• FRIDAY FLYERS



by Sara Ann Hutto ’17




When John Acorn was in elementary school, he and his classmates would get their graded tests back from their teachers every Friday so that they could take them home and share them with their parents.





John Acorn in his studio with the original wooden model.

Friday Flyers



“I have to admit I was a very good student,” he laughs. “I loved going to school, so I had no reason to dispose of [my tests].” But that wasn’t the case for all of Acorn’s friends. On the walk home from school Friday afternoon, “the guys — mostly guys since the girls were brighter than the boys — would fold their tests into paper airplanes because they weren’t going to take them home to show their parents, that’s for sure,” Acorn says. “We lived on a street which backed up onto a cemetery, and as we would walk home up the hill, the guys would zip their airplanes over the fence into the cemetery.”

This lighthearted childhood memory was the inspiration behind “Friday Flyers,” the name of the six oversized, aluminum paper airplanes scattered across Clemson’s campus. Some are easy to spot, while others lie half-hidden. The planes were originally part of a larger art project Acorn was developing in 1996 when he was the chair of the art department at Clemson.

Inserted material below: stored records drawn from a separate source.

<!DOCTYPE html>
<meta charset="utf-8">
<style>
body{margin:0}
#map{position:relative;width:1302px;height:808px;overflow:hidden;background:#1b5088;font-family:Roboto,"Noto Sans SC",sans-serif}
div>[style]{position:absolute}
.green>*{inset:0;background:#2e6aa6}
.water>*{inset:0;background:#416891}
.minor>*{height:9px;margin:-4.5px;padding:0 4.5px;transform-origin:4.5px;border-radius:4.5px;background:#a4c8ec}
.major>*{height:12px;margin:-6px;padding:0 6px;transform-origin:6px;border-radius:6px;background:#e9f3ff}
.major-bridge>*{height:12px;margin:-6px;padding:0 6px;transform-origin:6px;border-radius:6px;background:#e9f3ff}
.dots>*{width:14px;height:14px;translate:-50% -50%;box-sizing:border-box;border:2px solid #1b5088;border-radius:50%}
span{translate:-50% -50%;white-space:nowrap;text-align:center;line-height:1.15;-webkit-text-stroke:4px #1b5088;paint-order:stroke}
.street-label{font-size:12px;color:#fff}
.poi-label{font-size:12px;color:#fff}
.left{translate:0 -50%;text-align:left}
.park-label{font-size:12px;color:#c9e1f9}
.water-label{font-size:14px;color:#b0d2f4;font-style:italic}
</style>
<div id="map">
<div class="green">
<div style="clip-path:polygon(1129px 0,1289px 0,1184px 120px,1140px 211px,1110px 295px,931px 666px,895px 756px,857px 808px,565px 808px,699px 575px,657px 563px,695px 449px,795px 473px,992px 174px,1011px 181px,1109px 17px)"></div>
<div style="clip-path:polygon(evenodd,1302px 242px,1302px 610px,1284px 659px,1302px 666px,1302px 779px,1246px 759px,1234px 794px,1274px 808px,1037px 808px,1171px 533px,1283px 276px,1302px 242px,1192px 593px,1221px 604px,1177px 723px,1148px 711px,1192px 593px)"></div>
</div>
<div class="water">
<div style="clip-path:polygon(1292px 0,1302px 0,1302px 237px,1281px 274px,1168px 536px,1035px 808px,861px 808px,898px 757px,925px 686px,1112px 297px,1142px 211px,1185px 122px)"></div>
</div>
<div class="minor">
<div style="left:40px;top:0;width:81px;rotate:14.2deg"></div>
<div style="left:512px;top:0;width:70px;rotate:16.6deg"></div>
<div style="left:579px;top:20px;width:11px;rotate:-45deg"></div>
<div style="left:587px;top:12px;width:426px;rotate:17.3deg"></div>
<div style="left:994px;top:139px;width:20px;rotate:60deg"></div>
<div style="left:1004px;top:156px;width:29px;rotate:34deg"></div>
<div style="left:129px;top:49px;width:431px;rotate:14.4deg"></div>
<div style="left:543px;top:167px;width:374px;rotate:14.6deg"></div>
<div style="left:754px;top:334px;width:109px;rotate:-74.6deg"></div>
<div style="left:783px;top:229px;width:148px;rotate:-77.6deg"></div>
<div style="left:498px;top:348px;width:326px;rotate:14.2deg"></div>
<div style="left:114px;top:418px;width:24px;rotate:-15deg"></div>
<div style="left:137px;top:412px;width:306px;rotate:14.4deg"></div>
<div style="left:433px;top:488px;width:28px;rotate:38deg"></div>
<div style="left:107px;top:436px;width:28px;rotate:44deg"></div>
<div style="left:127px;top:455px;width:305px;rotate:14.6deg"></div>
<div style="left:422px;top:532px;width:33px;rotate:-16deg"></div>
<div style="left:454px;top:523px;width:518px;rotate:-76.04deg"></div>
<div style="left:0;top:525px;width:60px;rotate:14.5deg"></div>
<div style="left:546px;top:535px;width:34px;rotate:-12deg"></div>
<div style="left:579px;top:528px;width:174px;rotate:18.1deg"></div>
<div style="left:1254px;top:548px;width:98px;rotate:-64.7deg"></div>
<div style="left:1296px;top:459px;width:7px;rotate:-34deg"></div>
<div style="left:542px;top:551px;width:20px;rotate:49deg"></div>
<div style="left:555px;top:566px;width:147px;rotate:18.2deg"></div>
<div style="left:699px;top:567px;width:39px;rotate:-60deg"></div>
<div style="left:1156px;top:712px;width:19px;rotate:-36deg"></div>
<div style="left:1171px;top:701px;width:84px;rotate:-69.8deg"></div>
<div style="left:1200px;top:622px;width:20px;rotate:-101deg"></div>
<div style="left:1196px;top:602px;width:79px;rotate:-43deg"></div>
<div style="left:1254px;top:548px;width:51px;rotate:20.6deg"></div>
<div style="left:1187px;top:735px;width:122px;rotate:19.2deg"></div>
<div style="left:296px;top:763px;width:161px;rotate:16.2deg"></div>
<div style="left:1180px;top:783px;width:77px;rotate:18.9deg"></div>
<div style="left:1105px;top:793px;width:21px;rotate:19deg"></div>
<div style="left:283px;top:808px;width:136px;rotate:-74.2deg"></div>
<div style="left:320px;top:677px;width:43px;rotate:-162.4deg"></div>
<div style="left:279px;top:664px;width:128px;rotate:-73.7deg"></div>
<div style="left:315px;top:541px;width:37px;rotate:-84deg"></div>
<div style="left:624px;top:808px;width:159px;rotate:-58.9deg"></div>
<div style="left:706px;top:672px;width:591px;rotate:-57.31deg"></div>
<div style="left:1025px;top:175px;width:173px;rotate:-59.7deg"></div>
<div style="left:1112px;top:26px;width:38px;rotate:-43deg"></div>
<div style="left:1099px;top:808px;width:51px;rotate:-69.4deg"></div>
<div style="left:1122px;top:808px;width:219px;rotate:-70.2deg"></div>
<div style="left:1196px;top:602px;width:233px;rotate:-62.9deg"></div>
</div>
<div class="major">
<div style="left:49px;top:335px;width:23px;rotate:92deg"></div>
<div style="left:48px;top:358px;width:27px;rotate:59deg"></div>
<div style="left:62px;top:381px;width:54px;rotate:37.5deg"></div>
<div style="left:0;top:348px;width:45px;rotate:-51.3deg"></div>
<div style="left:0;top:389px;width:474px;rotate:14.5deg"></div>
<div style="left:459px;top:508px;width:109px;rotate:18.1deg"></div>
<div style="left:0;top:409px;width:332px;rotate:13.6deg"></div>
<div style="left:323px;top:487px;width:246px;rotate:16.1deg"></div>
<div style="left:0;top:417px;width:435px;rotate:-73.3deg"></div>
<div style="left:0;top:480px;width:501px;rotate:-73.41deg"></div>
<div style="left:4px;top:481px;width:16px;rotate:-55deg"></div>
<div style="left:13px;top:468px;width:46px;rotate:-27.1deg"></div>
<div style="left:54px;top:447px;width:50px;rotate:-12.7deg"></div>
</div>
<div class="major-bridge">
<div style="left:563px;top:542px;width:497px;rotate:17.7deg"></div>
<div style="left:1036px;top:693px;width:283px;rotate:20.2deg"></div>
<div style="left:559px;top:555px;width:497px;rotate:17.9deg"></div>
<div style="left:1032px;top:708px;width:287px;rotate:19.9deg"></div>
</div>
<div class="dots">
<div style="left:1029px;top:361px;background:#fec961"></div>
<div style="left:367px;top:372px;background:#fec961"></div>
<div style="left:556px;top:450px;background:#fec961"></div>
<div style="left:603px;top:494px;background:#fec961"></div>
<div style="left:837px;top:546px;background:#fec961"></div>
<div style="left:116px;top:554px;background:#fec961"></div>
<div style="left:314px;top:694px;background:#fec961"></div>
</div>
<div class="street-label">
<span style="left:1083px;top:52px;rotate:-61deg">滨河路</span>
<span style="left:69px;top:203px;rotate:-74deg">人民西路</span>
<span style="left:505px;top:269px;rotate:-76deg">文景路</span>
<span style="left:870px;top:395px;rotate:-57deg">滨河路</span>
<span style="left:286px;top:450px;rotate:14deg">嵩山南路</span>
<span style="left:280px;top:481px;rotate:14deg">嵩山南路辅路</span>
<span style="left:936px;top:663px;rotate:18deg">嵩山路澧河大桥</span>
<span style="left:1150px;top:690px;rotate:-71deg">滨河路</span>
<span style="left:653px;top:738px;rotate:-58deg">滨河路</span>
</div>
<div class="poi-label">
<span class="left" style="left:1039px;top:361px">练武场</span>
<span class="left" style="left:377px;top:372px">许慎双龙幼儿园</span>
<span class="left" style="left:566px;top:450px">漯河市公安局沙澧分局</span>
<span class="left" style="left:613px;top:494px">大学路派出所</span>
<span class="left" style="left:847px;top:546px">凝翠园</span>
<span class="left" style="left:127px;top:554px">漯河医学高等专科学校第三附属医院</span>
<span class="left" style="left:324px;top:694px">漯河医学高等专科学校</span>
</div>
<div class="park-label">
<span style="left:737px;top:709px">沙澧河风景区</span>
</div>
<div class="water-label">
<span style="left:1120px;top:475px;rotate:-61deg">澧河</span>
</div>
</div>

“Jim Barker was the dean of the College of Architecture when I was with the art department,” Acorn says. “Along with a number of other people, he was very interested in having artwork on campus. Art in public places was a very hot issue a couple of decades back when the National Endowment for the Arts was sponsoring projects all over the United States.” The original project included various objects related to childhood that would be placed all over campus, but when it wasn’t feasible financially, Acorn suggested stripping the project down to the paper airplanes.

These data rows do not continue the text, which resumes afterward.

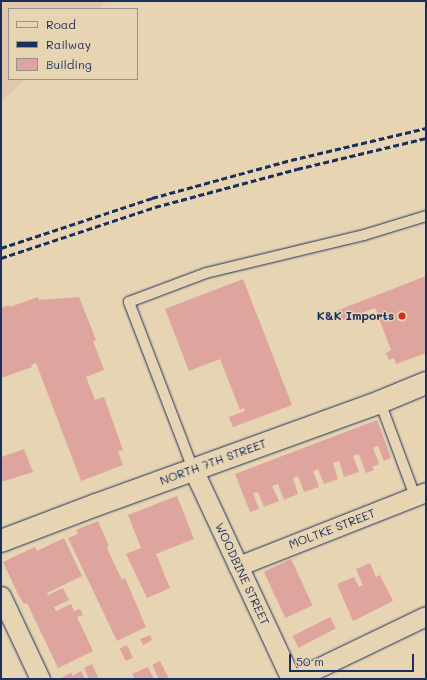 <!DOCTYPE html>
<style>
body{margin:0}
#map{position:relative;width:427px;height:680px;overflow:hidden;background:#e7d4b2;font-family:Mali,sans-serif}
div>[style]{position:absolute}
.built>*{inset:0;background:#e4c6ac}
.building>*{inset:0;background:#dea49e;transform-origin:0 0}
.roads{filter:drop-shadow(0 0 1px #1b2f5e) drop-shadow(0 0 1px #1b2f5e)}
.lane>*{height:10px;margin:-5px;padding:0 5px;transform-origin:5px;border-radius:5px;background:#e7d4b2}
.street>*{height:19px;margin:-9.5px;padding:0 9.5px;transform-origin:9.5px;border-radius:9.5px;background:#e7d4b2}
.secondary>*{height:22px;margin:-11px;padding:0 11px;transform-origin:11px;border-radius:11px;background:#e7d4b2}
.rail>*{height:3px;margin-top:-1.5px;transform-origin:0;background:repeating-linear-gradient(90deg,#1b2f5e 0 6px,transparent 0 9px)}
.dots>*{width:11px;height:11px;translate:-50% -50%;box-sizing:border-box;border:2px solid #e7d4b2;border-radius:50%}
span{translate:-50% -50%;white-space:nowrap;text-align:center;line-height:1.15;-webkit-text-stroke:3px #e7d4b2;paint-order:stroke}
.poi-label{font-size:12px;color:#1b2f5e;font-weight:700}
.right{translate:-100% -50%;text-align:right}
.street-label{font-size:12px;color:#1b2f5e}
.frame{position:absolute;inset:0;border:2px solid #1b2f5e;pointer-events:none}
.legend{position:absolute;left:8px;top:8px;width:130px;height:72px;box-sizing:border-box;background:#e7d4b2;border:1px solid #959290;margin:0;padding:5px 7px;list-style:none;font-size:12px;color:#1b2f5e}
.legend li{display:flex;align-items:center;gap:8px;height:20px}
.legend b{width:20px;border:1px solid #959290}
.scale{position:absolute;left:289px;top:654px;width:125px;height:18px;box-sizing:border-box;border:2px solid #1b2f5e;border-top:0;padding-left:5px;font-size:12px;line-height:14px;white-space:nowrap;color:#1b2f5e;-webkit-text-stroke:3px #e7d4b2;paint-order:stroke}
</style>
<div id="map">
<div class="built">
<i style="clip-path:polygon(1px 1px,107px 1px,99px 9px,9px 9px,9px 79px,25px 79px,1px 102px)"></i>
</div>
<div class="building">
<i style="clip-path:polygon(426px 276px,426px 353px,396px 364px,394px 358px,389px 360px,386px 353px,391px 350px,375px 308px,340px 321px,336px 311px)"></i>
<i style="clip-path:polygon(243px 279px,292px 405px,233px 427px,229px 417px,245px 411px,244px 408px,240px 410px,220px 359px,189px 371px,165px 309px)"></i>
<i style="clip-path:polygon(38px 297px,39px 300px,79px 297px,96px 340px,93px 341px,104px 370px,86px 377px,95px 400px,104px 397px,123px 450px,118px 451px,123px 465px,81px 481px,36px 363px,31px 365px,32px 367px,1px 378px,1px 308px,9px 305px,10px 307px)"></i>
<i style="clip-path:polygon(377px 420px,391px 458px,384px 461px,378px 446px,373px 448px,379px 464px,372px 467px,374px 470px,366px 473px,359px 454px,353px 456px,359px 472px,344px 477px,339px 461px,333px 463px,338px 479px,324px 484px,318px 469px,313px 471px,319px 487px,304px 492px,298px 476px,293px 478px,298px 494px,284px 500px,278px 484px,272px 486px,279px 501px,264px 507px,258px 492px,253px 493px,259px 509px,250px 512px,235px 474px)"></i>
<i style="clip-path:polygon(24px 449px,33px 472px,1px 482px,2px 457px)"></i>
<i style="clip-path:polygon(177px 496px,194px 539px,156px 554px,170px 588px,147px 598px,126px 554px,141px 548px,128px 515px)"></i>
<i style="clip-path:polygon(98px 521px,109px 546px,107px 547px,109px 553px,122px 580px,125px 578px,146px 627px,117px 641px,68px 538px,78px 534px,76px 530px)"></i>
<i style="clip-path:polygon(64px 538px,82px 576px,47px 593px,48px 595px,63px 588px,69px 600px,54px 607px,56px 611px,71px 604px,74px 611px,80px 609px,83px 615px,77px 617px,93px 651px,58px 668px,27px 603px,24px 604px,18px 594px,3px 562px,35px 547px,37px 551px)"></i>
<i style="left:291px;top:559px;width:51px;height:30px;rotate:65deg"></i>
<i style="clip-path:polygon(370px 563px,376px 577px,380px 575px,393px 601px,353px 621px,337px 584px,354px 577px,359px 587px,363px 585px,356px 569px)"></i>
<i style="left:330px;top:617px;width:13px;height:42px;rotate:63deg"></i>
<i style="clip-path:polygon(150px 635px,152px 640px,143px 645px,140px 639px)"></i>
<i style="left:127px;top:645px;width:14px;height:8px;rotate:65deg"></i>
<i style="clip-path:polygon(160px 661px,169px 679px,159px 679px,152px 665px)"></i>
<i style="clip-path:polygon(92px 664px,98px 677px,95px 679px,89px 679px,84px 668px)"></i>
<i style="clip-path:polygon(148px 667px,154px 679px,135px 679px,132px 674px)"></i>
<i style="clip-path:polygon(81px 671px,85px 679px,61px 678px,71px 673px,73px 676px)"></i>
</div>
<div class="roads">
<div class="lane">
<i style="left:380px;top:402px;width:100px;rotate:69.6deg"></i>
<i style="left:193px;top:469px;width:179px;rotate:-111deg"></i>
<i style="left:129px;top:302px;width:82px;rotate:-20.6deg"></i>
<i style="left:206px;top:273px;width:163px;rotate:-13.5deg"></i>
<i style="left:364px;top:235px;width:65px;rotate:-17deg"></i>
</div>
<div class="street">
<i style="left:193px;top:469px;width:232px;rotate:65deg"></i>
<i style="left:238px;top:566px;width:202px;rotate:-21.5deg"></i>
<i style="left:1px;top:596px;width:92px;rotate:64.8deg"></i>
<i style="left:295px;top:679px;width:145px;rotate:-25.7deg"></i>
</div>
<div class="secondary">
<i style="left:1px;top:541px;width:102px;rotate:-20.8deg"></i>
<i style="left:96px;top:505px;width:302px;rotate:-19.9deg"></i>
<i style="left:380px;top:402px;width:50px;rotate:-22.4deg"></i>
</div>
</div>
<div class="rail">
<i style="left:1px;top:248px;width:159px;rotate:-18.3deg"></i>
<i style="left:152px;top:198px;width:144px;rotate:-15.3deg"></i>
<i style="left:291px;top:160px;width:139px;rotate:-13.3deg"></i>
<i style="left:1px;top:258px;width:162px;rotate:-18.3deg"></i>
<i style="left:155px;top:207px;width:147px;rotate:-15deg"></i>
<i style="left:297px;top:169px;width:133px;rotate:-13.5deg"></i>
</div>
<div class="dots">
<i style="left:402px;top:316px;background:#c8321e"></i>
</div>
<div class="poi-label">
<span class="right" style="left:394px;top:316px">K&amp;K Imports</span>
</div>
<div class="street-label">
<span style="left:213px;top:462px;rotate:-20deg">NORTH 7TH STREET</span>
<span style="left:332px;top:529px;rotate:-21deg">MOLTKE STREET</span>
<span style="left:242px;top:574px;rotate:65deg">WOODBINE STREET</span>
</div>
<div class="frame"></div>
<ul class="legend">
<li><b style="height:5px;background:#e7d4b2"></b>Road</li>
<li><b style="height:5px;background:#1b2f5e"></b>Railway</li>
<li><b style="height:11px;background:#dea49e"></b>Building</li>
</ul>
<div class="scale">50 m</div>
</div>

Each airplane’s location and position on campus is as if it were thrown from the Hendrix Student Center, “sort of landing as if they just by chance earned that place.” As a remnant of Acorn’s own childhood, the paper airplanes represent the transition between youth and adulthood, symbolizing themes like chance, discovery and progress.

“They indicate the idea of leaving behind your early years, and now you’re off to something brand new and exciting — you know, the college experience.”